■ **Entries supplied**
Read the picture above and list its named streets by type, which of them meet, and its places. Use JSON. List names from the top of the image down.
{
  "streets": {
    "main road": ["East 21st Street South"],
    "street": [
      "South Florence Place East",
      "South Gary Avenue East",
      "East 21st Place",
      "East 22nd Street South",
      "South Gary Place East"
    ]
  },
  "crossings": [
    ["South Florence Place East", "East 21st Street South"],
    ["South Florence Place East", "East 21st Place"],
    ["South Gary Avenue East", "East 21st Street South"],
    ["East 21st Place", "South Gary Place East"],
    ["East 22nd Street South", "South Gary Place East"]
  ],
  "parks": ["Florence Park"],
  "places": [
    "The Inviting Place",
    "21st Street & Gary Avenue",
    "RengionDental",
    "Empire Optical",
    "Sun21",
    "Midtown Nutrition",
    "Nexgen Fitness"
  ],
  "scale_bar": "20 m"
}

...

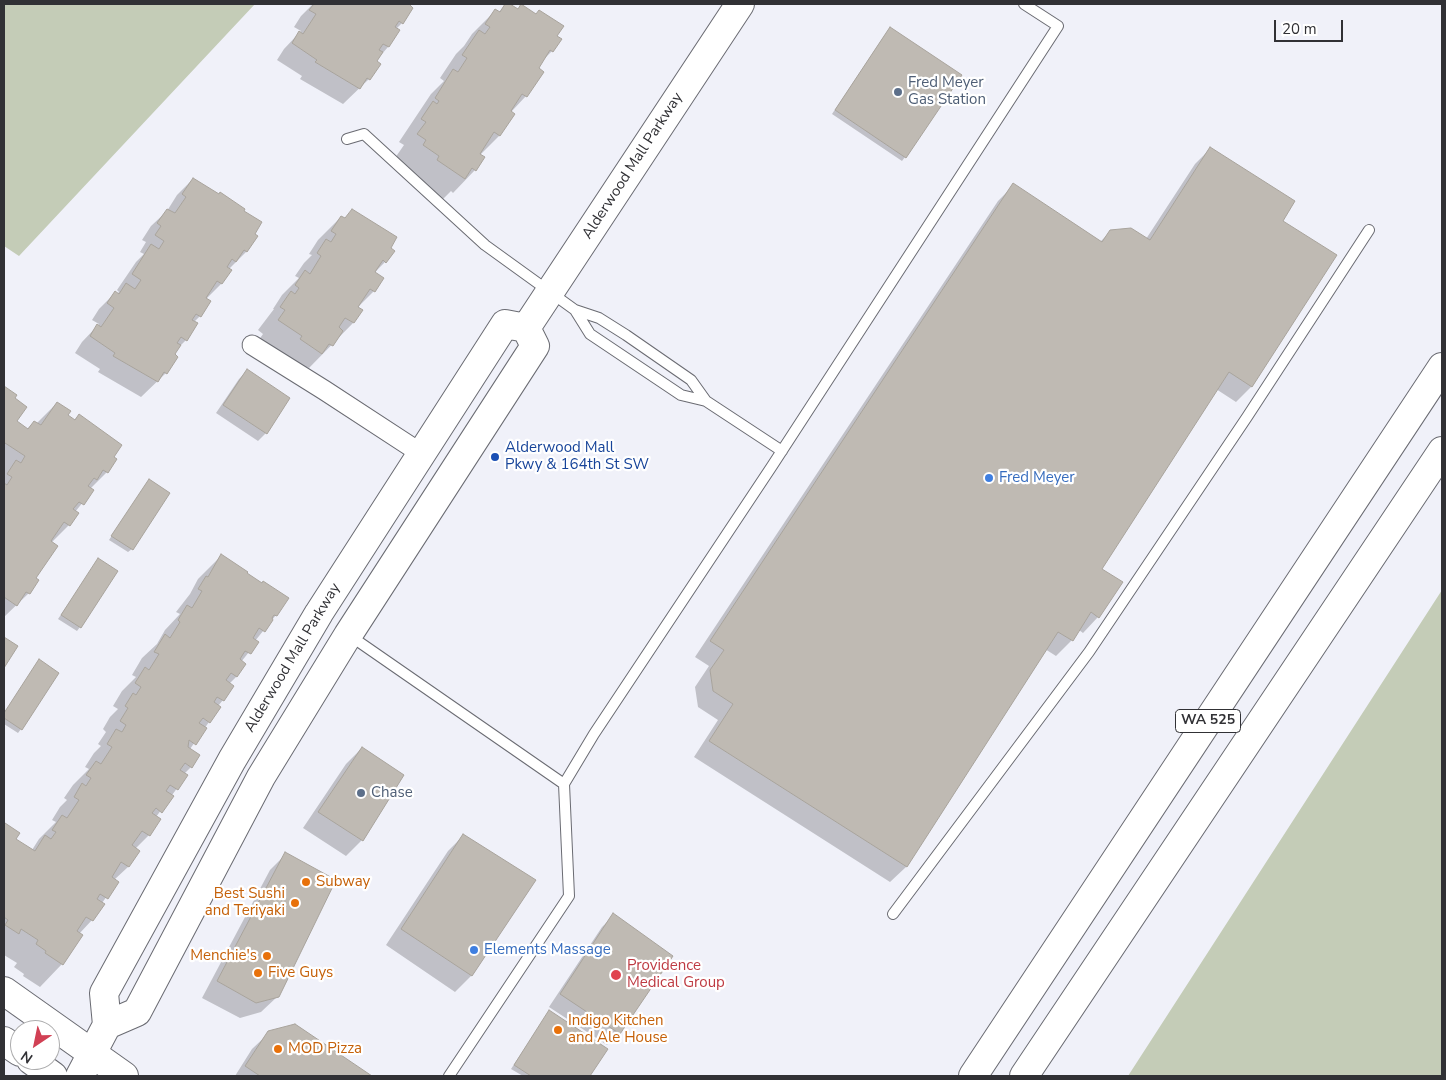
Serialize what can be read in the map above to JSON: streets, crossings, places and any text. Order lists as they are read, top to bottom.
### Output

* * *

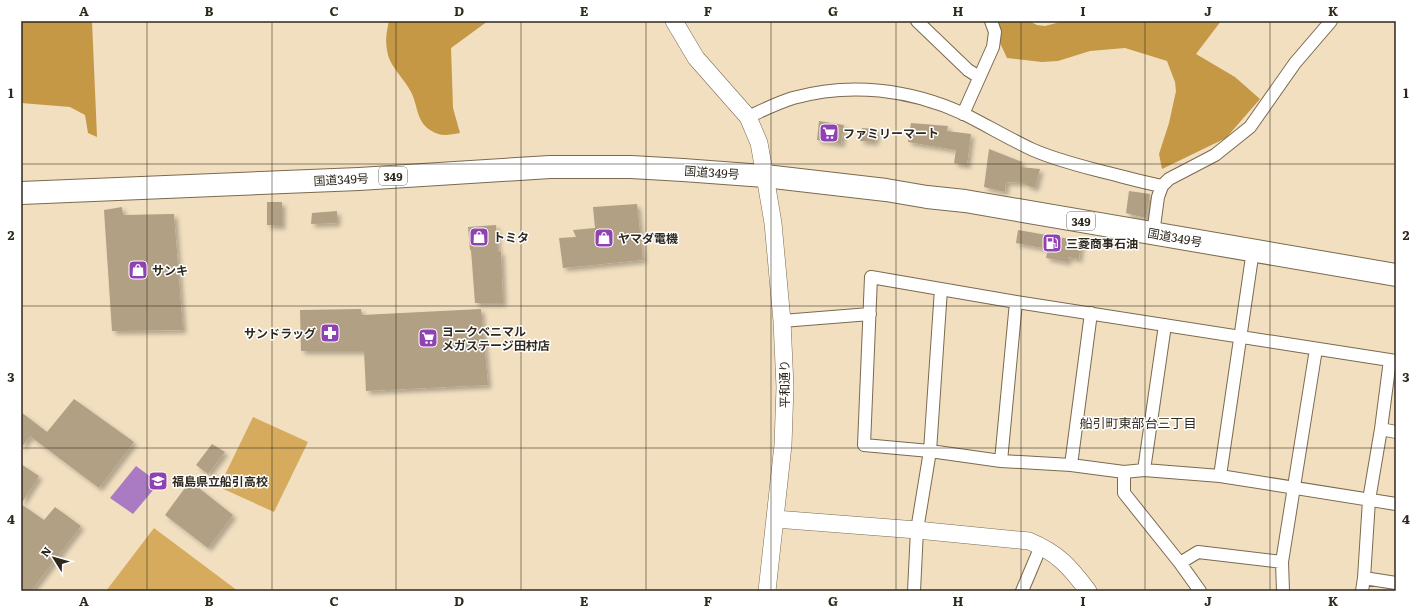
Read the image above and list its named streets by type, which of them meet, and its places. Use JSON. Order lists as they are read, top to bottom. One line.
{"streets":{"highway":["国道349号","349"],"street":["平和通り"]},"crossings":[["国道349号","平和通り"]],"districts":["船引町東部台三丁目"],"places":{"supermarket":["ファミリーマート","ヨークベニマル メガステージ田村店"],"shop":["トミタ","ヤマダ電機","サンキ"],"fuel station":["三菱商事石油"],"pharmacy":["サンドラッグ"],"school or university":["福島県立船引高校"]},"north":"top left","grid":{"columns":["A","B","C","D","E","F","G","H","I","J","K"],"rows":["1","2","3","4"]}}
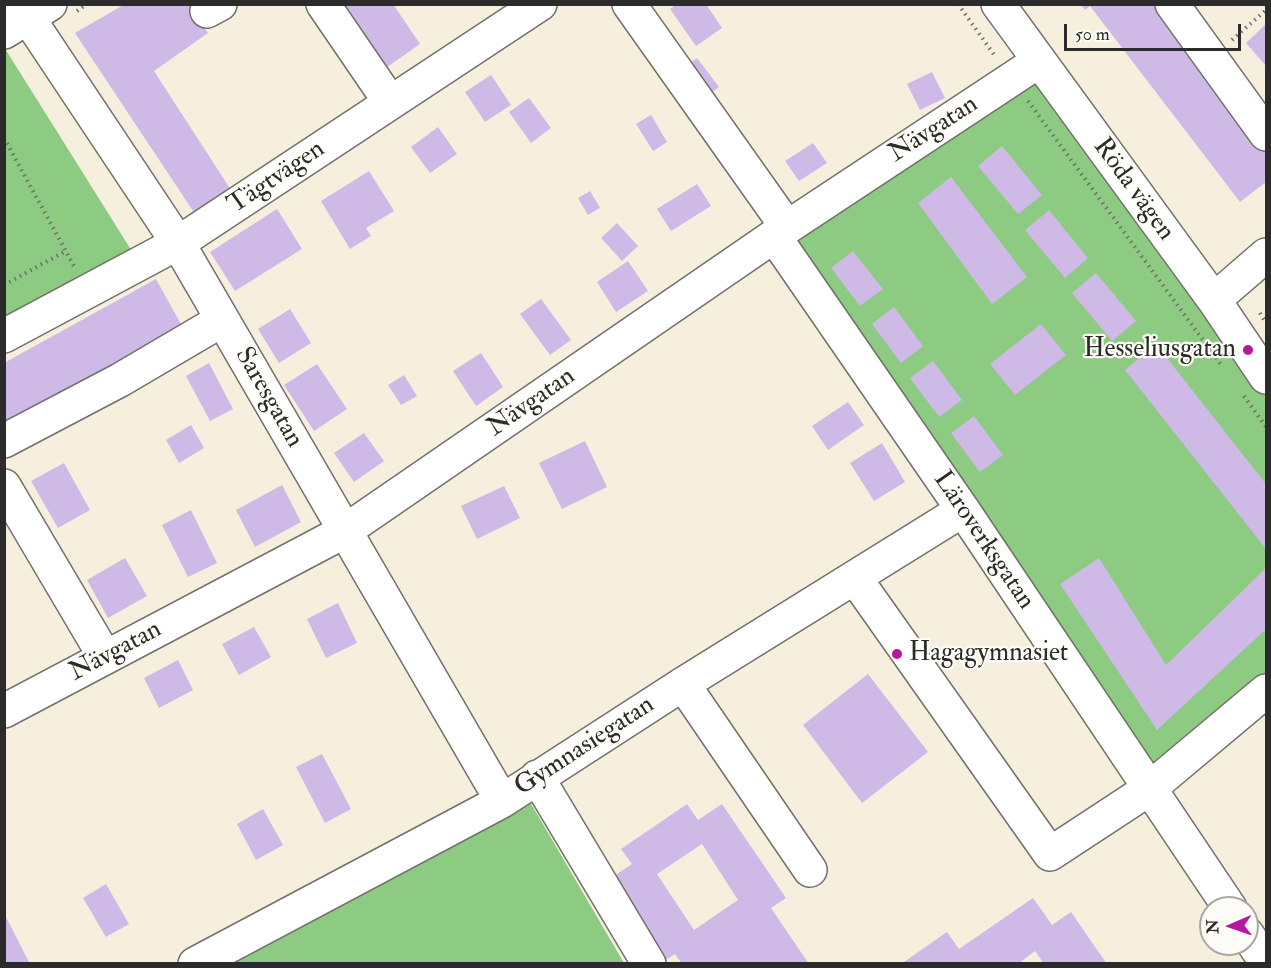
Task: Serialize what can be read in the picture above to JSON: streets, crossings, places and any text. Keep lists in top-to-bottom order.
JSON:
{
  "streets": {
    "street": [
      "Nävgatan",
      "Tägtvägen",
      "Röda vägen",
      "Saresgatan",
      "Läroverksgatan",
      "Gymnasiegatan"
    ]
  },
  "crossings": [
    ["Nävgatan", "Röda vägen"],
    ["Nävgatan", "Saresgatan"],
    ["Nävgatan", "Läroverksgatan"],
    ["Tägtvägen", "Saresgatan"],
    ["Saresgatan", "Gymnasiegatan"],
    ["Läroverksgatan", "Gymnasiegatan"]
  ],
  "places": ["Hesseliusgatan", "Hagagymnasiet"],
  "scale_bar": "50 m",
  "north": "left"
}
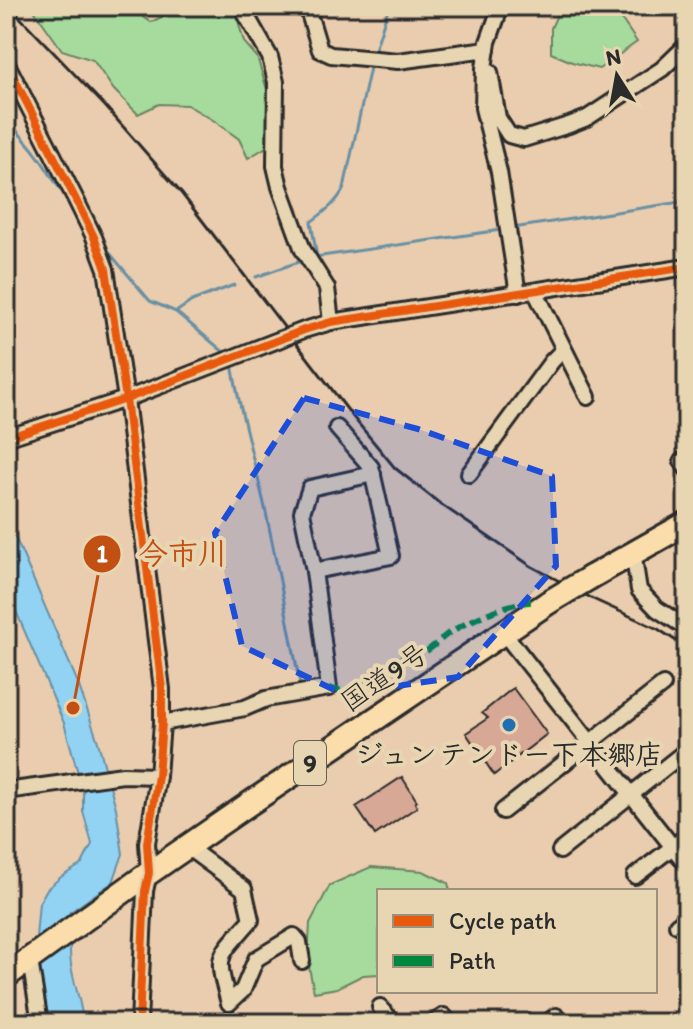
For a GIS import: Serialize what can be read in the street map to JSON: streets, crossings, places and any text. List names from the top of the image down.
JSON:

■ **What is needed**
Give, as a single number, the count of lines in the material above that contain the string "text".

■ **Solution to this exercise**
3